What to Expect When You Visit an Episcopal Church in the Diocese of Texas
One of the great aspects of Texas in general is the enormous variety of peoples and cultures to be found. This is reflected, not only in the membership of our Episcopal churches, but in the richly diverse ways in which our members worship each Sunday and on special occasions throughout the year.
At the heart of all Episcopal worship is the Book of Common Prayer, and within it, the principal weekly service is the Holy Eucharist—also known as Holy Communion, the Lord’s Supper or Mass.

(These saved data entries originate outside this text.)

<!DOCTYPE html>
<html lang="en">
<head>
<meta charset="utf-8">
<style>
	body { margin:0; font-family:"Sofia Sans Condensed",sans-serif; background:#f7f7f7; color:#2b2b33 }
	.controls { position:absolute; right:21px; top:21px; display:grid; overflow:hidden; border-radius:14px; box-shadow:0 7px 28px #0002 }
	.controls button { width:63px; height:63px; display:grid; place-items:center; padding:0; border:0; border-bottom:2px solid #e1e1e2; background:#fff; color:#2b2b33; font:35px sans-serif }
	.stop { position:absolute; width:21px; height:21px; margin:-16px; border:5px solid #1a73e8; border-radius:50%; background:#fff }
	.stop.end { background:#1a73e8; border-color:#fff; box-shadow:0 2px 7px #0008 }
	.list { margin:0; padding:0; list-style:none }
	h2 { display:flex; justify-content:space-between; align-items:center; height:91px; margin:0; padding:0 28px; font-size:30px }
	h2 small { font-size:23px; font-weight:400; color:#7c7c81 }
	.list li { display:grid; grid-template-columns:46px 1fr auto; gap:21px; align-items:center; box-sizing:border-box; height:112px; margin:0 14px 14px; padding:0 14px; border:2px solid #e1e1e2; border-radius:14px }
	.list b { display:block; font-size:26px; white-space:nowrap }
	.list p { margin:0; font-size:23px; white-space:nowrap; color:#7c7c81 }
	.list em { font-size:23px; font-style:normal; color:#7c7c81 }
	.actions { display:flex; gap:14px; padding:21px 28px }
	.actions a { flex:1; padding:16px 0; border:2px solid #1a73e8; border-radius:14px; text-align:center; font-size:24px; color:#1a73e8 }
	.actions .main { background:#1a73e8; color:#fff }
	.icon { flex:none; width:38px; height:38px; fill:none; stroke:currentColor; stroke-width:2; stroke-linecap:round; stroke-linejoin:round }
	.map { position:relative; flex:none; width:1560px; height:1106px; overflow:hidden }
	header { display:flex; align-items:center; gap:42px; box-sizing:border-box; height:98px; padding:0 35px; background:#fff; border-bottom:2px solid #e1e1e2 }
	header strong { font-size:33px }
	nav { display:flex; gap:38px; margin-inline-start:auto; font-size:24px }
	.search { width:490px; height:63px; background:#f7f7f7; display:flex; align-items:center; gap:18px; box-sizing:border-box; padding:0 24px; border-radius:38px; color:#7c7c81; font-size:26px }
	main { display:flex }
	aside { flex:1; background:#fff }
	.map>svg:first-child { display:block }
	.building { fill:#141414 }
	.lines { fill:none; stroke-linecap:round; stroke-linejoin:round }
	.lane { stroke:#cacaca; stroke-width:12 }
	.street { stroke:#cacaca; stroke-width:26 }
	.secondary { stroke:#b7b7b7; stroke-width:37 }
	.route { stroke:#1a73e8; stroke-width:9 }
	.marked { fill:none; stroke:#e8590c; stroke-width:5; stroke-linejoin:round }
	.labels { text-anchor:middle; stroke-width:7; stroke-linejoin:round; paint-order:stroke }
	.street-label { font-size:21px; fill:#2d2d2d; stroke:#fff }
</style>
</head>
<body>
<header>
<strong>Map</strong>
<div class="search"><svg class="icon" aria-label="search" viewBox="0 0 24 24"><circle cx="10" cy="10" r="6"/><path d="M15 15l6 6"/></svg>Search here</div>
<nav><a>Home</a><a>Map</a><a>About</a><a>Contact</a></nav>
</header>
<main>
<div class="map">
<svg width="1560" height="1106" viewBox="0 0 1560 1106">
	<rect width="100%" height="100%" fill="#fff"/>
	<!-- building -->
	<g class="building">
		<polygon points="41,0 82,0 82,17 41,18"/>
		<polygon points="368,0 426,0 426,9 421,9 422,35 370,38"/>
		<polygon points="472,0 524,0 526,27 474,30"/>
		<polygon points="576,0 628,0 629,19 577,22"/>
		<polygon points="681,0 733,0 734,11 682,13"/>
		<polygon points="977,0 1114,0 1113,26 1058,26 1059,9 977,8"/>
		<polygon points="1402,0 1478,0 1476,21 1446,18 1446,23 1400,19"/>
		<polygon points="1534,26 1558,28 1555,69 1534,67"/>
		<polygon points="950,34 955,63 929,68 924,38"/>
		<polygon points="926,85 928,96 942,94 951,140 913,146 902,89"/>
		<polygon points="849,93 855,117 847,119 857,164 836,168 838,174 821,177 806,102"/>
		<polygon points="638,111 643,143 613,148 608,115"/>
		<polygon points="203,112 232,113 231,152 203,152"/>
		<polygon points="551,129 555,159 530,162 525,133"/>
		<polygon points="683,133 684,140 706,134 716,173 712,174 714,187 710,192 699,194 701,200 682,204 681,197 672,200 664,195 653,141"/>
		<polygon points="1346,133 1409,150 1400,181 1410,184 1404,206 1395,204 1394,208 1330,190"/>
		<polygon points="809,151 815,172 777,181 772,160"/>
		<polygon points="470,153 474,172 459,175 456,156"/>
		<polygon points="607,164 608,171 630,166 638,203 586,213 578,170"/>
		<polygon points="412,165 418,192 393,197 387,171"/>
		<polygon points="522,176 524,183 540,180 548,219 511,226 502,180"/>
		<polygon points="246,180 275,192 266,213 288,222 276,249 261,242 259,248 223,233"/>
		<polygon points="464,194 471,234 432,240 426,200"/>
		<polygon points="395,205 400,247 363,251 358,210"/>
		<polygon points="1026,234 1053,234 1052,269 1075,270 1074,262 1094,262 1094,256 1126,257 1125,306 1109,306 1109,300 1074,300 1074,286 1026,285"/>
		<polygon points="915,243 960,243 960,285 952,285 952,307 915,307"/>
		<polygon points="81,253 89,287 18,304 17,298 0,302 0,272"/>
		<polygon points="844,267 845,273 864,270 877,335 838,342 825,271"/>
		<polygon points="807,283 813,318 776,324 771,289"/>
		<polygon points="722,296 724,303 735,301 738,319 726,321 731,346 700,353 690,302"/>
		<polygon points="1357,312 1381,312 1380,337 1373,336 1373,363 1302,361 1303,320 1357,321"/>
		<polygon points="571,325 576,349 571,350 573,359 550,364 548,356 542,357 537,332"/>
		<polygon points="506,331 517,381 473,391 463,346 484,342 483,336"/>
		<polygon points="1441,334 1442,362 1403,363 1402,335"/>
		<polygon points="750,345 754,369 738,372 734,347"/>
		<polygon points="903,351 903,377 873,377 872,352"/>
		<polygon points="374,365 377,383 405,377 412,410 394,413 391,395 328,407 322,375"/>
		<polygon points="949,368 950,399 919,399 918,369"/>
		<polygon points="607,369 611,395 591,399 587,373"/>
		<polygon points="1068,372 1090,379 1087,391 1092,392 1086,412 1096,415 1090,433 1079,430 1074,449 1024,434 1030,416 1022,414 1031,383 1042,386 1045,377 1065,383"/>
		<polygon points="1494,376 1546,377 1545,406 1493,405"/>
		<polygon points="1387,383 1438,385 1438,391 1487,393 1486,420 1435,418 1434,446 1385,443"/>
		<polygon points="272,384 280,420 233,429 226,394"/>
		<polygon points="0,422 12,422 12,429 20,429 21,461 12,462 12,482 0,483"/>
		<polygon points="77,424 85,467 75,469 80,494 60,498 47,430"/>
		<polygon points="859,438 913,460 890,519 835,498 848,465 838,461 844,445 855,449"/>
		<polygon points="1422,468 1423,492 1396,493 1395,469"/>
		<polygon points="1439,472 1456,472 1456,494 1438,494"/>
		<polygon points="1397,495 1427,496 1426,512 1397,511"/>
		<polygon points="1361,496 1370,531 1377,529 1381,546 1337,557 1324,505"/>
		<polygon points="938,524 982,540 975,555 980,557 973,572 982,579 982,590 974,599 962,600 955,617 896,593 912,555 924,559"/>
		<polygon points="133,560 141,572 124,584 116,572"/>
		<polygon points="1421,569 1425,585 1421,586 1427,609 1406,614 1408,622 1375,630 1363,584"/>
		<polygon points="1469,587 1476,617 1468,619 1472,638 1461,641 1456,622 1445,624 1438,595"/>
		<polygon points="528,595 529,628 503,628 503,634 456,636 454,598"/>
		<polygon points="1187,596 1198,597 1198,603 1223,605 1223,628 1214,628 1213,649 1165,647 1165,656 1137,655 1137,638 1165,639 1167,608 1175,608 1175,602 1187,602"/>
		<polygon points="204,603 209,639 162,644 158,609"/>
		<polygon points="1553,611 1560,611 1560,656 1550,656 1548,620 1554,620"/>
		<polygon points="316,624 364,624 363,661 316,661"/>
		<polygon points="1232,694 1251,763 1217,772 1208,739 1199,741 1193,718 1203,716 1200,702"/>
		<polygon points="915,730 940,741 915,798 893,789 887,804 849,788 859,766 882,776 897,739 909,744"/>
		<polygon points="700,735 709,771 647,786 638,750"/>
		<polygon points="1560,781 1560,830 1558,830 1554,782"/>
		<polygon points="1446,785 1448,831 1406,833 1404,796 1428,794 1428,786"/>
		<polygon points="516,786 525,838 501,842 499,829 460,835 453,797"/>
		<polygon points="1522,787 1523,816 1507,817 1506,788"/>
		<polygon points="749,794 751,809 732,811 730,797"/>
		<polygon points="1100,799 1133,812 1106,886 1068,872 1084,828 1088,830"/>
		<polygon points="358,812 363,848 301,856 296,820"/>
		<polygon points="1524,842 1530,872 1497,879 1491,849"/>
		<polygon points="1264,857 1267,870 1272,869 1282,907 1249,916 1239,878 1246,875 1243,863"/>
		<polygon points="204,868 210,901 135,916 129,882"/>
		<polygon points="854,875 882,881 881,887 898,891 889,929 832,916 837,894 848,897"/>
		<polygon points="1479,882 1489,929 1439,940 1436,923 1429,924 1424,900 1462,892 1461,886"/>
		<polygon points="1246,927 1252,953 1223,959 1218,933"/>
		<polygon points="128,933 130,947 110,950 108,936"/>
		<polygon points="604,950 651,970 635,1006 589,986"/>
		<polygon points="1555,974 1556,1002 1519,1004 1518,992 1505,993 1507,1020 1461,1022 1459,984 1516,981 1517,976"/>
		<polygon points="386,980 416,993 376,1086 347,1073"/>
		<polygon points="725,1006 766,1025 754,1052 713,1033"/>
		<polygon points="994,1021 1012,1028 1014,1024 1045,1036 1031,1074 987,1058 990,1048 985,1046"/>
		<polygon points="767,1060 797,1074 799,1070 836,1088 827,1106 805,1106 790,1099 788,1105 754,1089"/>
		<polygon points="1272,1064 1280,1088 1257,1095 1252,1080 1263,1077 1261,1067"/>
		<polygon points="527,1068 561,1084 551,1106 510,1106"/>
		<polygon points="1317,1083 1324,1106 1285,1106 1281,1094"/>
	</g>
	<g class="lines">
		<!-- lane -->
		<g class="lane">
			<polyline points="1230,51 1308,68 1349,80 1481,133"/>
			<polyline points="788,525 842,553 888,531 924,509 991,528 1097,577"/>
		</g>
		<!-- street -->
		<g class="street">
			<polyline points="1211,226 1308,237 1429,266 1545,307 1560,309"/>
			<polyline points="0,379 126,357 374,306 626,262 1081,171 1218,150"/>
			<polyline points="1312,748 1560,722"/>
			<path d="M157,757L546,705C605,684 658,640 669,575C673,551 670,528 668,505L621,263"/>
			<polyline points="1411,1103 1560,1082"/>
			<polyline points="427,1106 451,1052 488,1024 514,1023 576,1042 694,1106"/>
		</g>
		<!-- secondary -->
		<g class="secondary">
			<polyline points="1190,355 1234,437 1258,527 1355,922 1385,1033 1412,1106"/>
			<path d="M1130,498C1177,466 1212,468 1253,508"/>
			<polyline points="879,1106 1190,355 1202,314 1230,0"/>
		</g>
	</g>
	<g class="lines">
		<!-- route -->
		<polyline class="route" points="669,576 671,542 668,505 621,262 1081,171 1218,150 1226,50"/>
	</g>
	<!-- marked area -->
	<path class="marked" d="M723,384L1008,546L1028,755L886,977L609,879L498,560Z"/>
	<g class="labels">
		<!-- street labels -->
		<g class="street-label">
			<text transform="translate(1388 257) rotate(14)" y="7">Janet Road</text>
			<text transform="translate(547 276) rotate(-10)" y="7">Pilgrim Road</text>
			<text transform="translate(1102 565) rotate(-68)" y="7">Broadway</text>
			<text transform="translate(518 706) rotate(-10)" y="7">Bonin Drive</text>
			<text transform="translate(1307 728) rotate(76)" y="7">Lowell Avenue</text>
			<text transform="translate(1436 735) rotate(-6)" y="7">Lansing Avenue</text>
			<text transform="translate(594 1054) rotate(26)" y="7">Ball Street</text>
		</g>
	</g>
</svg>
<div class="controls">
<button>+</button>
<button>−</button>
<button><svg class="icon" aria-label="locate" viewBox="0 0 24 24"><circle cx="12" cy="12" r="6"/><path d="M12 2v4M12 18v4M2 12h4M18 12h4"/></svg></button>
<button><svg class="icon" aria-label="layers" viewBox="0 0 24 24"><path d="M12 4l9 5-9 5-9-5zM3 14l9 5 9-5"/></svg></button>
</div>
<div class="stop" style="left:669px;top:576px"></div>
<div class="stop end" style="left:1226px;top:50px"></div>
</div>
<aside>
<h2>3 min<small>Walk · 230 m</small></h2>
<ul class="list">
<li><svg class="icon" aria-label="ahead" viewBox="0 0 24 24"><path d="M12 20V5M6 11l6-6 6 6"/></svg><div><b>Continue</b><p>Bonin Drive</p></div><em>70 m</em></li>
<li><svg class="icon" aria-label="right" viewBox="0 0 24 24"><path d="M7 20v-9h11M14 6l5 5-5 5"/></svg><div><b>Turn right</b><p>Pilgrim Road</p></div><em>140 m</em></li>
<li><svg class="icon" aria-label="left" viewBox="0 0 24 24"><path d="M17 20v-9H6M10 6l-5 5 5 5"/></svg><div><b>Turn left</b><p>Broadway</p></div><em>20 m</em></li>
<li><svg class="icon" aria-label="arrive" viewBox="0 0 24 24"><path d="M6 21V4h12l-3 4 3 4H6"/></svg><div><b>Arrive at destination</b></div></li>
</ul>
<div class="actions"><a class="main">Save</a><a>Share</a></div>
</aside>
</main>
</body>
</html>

For each Christian season, the Book of Common Prayer lays out the form of the service and provides the text for many of the prayers. A calendar Scripture readings, called the “Lectionary,” indicates biblical passages to be read each day. These are the same throughout the Episcopal Church and the Anglican Communion, so any given day, someone around the clock and around the globe will be reading the same Scripture. Typical services include scripture readings, prayers, hymns and a sermon. The congregation participates in worship—singing hymns and saying the prayers, the Creed (a statement of our beliefs), responding and reading or singing the Psalms (sacred poems).

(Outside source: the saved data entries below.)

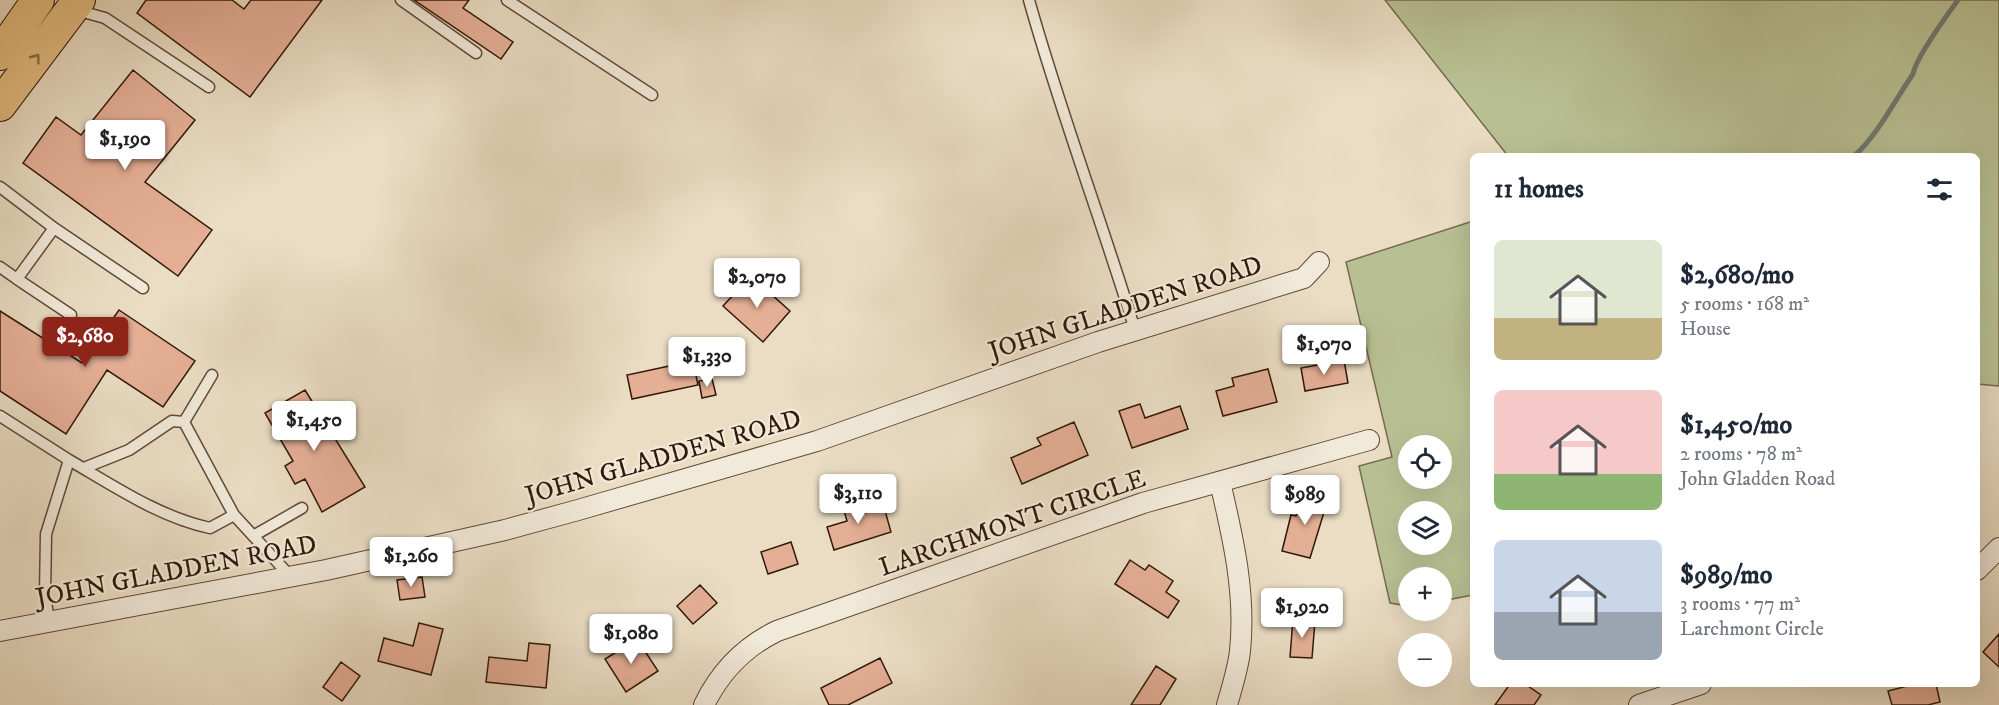 <!DOCTYPE html>
<html lang="en">
<head>
<meta charset="utf-8">
<style>
	:root { --surface:#fff; --page:#f6f6f7; --text:#1f2937; --muted:#747a83; --accent:#8f2418 }
	body { margin:0; font-family:"IM FELL DW Pica",serif; background:var(--page); color:var(--text); height:100vh; display:flex; flex-direction:column; font-size:22px; white-space:nowrap }
	* { box-sizing:border-box; margin:0 }
	p { font-size:20px; color:var(--muted) }
	.icon { flex:none; width:33px; height:33px; fill:none; stroke:currentColor; stroke-width:2; stroke-linecap:round; stroke-linejoin:round }
	.map { position:relative; flex:1; overflow:hidden }
	.sheet { position:absolute; left:1470px; top:153px; width:510px; height:534px; display:flex; flex-direction:column; background:var(--surface); border-radius:9px; box-shadow:0 6px 24px #0002 }
	.sheet>* { flex:none }
	.buttons { position:absolute; left:1398px; top:435px; display:grid; gap:12px }
	.buttons a { display:grid; place-items:center; width:54px; height:54px; border-radius:50%; background:var(--surface); box-shadow:0 6px 24px #0002; font-size:30px }
	.price { position:absolute; translate:-50% -51px; padding:0 14px; border-radius:6px; background:#fff; color:#222; font-size:20px; line-height:39px; filter:drop-shadow(0 2px 3px #0008) }
	.price::after { content:''; position:absolute; left:50%; top:36px; width:18px; height:14px; margin-left:-9px; background:inherit; clip-path:polygon(0 0,100% 0,50% 100%) }
	.price.selected { background:var(--accent); color:#fff }
	ul { padding:0; list-style:none }
	li { display:flex; align-items:center; gap:18px; height:150px; padding:0 24px }
	li span { display:grid; place-items:center; flex:none; width:168px; height:120px; border-radius:9px; color:#555 }
	li>.icon { margin-inline-start:auto }
	span .icon { width:72px; height:72px; fill:#fffc; stroke-width:1 }
	li b { font-size:26px }
	h2 { display:flex; justify-content:space-between; align-items:center; height:72px; padding:0 24px; font-size:26px }
	.map>svg:first-child { display:block }
</style>
</head>
<body>
<div class="map">
<svg width="1999" height="705" viewBox="0 0 1999 705">
	<rect width="100%" height="100%" fill="#eaddc4"/>
	<filter id="stains"><feTurbulence type="fractalNoise" baseFrequency=".00333" numOctaves="4"/><feColorMatrix values="0 0 0 0 .2 0 0 0 0 .09 0 0 0 0 .02 0 0 0 .5 -.17"/></filter>
	<radialGradient id="worn" r=".72"><stop offset=".6" stop-color="#630" stop-opacity="0"/><stop offset="1" stop-color="#630" stop-opacity=".3"/></radialGradient>
	<path fill="#b8c093" stroke="#756c4e" stroke-width="1.5" fill-rule="evenodd" d="M1385,0H1999V386L1977,384V156H1508Z
		M1473,221V595L1442,601V578H1408V606L1390,603L1359,466L1392,457L1346,262ZM1408,446H1442V478H1408ZM1408,512H1442V544H1408Z"/>
	<g fill="none" stroke-linecap="round" stroke-linejoin="round">
		<path stroke="#6f7a72" stroke-width="5" d="M1854,156C1877,136 1895,100 1913,74C1916,58 1947,15 1958,0"/>
	</g>
	<path fill="#e5af96" stroke="#321808" stroke-width="1.5" d="M146,0H232L244,9L251,0H322L250,97L137,13Z
		M414,0H469L463,8L513,42L501,59Z
		M133,70L195,120L145,182L212,230L178,276L23,163L56,117L81,135Z
		M751,276L790,311L763,342L723,306Z
		M119,310L195,361L163,407L107,370L66,434L0,391V311L82,363Z
		M1344,360L1348,383L1305,391L1301,368Z
		M693,361L698,385L632,399L627,375Z
		M1268,369L1277,402L1223,416L1216,391L1234,386L1232,378Z
		M712,379L716,395L702,398L699,381Z
		M305,390L365,487L322,512L305,479L295,484L285,466L293,461L265,413Z
		M1140,404L1145,418L1180,406L1188,429L1132,448L1119,411Z
		M1074,422L1088,455L1022,484L1011,458L1041,445L1037,438Z
		M1302,493L1328,499L1310,558L1282,551L1291,515L1296,516Z
		M856,495L862,514L884,507L891,532L834,550L827,527L847,521L841,500Z
		M791,542L798,564L768,574L761,552Z
		M1130,560L1145,570L1149,565L1173,581L1166,592L1179,601L1168,618L1115,584Z
		M422,577L425,597L400,600L397,580Z
		M700,585L717,603L693,624L677,606Z
		M1293,619L1315,621L1312,658L1290,657Z
		M419,623L443,629L431,675L378,661L384,638L413,646Z
		M1999,634V667L1983,652Z
		M637,639L658,671L626,692L605,659Z
		M529,643L550,645L546,688L486,682L489,657L527,661Z
		M880,658L892,683L848,705H829L821,688Z
		M341,662L360,676L342,701L323,687Z
		M1156,666L1176,679L1160,705H1131Z
		M1510,684H1525L1541,695L1534,705H1495Z
		M1915,684H1936L1940,702L1928,705H1892L1888,691Z"/>
	<g fill="none" stroke-linecap="round" stroke-linejoin="round">
		<defs>
			<path id="lane" d="M401,0L476,53
				M507,0L652,95
				M1029,0C1060,111 1101,219 1135,330
				M76,10L105,18L209,87
				M0,187L54,228L143,288
				M0,267L17,279L54,228
				M17,279L71,315
				M0,416L69,460L46,534L45,595L49,622
				M184,422L212,375
				M69,460C114,486 159,517 210,528L234,515L184,422L172,421L129,450L84,468
				M234,515L291,577
				M253,536L302,508"/>
			<path id="street" d="M1220,482C1233,538 1246,593 1240,651C1238,669 1232,687 1227,705
				M1977,570L1999,548
				M0,631L326,570L505,530L578,510L817,441L1098,342L1304,278L1319,262
				M704,705C720,672 744,647 777,631L1143,503L1369,440
				M1639,705L1701,684"/>
			<path id="primary" d="M0,54L38,0
				M0,105L79,0"/>
		</defs>
		<use href="#lane" stroke="#604937" stroke-width="13"/>
		<use href="#street" stroke="#604937" stroke-width="22"/>
		<use href="#primary" stroke="#321808" stroke-width="34"/>
		<use href="#lane" stroke="#f1e9d9" stroke-width="10"/>
		<use href="#street" stroke="#f1e9d9" stroke-width="20"/>
		<use href="#primary" stroke="#e5be82" stroke-width="32"/>
	</g>
	<defs><path id="oneway-chevron" d="M-2-3.5L2.5 0L-2 3.5" fill="none" stroke-width="1.6" stroke-linecap="round" stroke-linejoin="round" transform="scale(1.5)"/></defs>
	<use stroke="#8c6b45" href="#oneway-chevron" transform="translate(36 58) rotate(-53)"/>
	<g text-anchor="middle" stroke-width="4.5" stroke-linejoin="round" paint-order="stroke">
		<g font-size="26" fill="#321808" stroke="#f1e9d9">
			<text transform="translate(1125 307) rotate(-18)" y="9">JOHN GLADDEN ROAD</text>
			<text transform="translate(663 456) rotate(-16)" y="9">JOHN GLADDEN ROAD</text>
			<text transform="translate(1012 522) rotate(-19)" y="9">LARCHMONT CIRCLE</text>
			<text transform="translate(176 570) rotate(-11)" y="9">JOHN GLADDEN ROAD</text>
		</g>
	</g>
	<rect width="100%" height="100%" filter="url(#stains)"/>
	<rect width="100%" height="100%" fill="url(#worn)"/>
</svg>
<div class="buttons">
<a><svg class="icon" aria-label="locate" viewBox="0 0 24 24"><circle cx="12" cy="12" r="6"/><path d="M12 2v4M12 18v4M2 12h4M18 12h4"/></svg></a>
<a><svg class="icon" aria-label="layers" viewBox="0 0 24 24"><path d="M12 4l9 5-9 5-9-5zM3 14l9 5 9-5"/></svg></a>
<a>+</a>
<a>−</a>
</div>
<b class="price" style="left:125px;top:171px">$1,190</b>
<b class="price" style="left:757px;top:309px">$2,070</b>
<b class="price selected" style="left:85px;top:368px">$2,680</b>
<b class="price" style="left:1324px;top:376px">$1,070</b>
<b class="price" style="left:707px;top:388px">$1,330</b>
<b class="price" style="left:314px;top:452px">$1,450</b>
<b class="price" style="left:858px;top:525px">$3,110</b>
<b class="price" style="left:1305px;top:526px">$989</b>
<b class="price" style="left:411px;top:588px">$1,260</b>
<b class="price" style="left:1302px;top:639px">$1,920</b>
<b class="price" style="left:631px;top:665px">$1,080</b>
<section class="sheet">
<h2>11 homes<svg class="icon" aria-label="filters" viewBox="0 0 24 24"><path d="M4 7h16M4 17h16"/><circle cx="9" cy="7" r="2"/><circle cx="15" cy="17" r="2"/></svg></h2>
<ul>
<li><span style="background:linear-gradient(#dfe7d0 65%,#c2b280 0)"><svg class="icon" aria-label="home" viewBox="0 0 24 24"><path d="M3 11l9-7 9 7M6 9v11h12V9"/></svg></span><div><b>$2,680/mo</b><p>5 rooms · 168 m²</p><p>House</p></div></li>
<li><span style="background:linear-gradient(#f6c9c9 70%,#8fb573 0)"><svg class="icon" aria-label="home" viewBox="0 0 24 24"><path d="M3 11l9-7 9 7M6 9v11h12V9"/></svg></span><div><b>$1,450/mo</b><p>2 rooms · 78 m²</p><p>John Gladden Road</p></div></li>
<li><span style="background:linear-gradient(#c9d6e8 60%,#9aa5b1 0)"><svg class="icon" aria-label="home" viewBox="0 0 24 24"><path d="M3 11l9-7 9 7M6 9v11h12V9"/></svg></span><div><b>$989/mo</b><p>3 rooms · 77 m²</p><p>Larchmont Circle</p></div></li>
</ul>
</section>
</div>
</body>
</html>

Whether to kneel, sit or stand, say “Amen,” sing or respond can be a bit of a puzzle for newcomers (and often for Episcopalians visiting a different church). But because the essential form of the service remains the same from one Sunday to the next, one soon will begin to experience what Episcopalians find so satisfying: the mental space that the familiar rhythm opens up in which each person can commune more profoundly with God.
The Book of Common Prayer provides a framework, but not a rigid one. The details vary from church to church and are a matter of tradition and taste. One church may begin with a more or less elaborate procession of priest(s), acolytes and choir, and in another with the priest standing on the steps in front of the altar. Texas’ Episcopalians infuse their services with their own traditions from around the world and give each of them a unique character. They lift up their voices in Spanish and English, Ibo and Portuguese, and use a multitude of rhythms from jazz to traditional choirs.
Even within a congregation, worship services can be offered in a range of styles from contemporary to more traditional. Come join us, won’t you?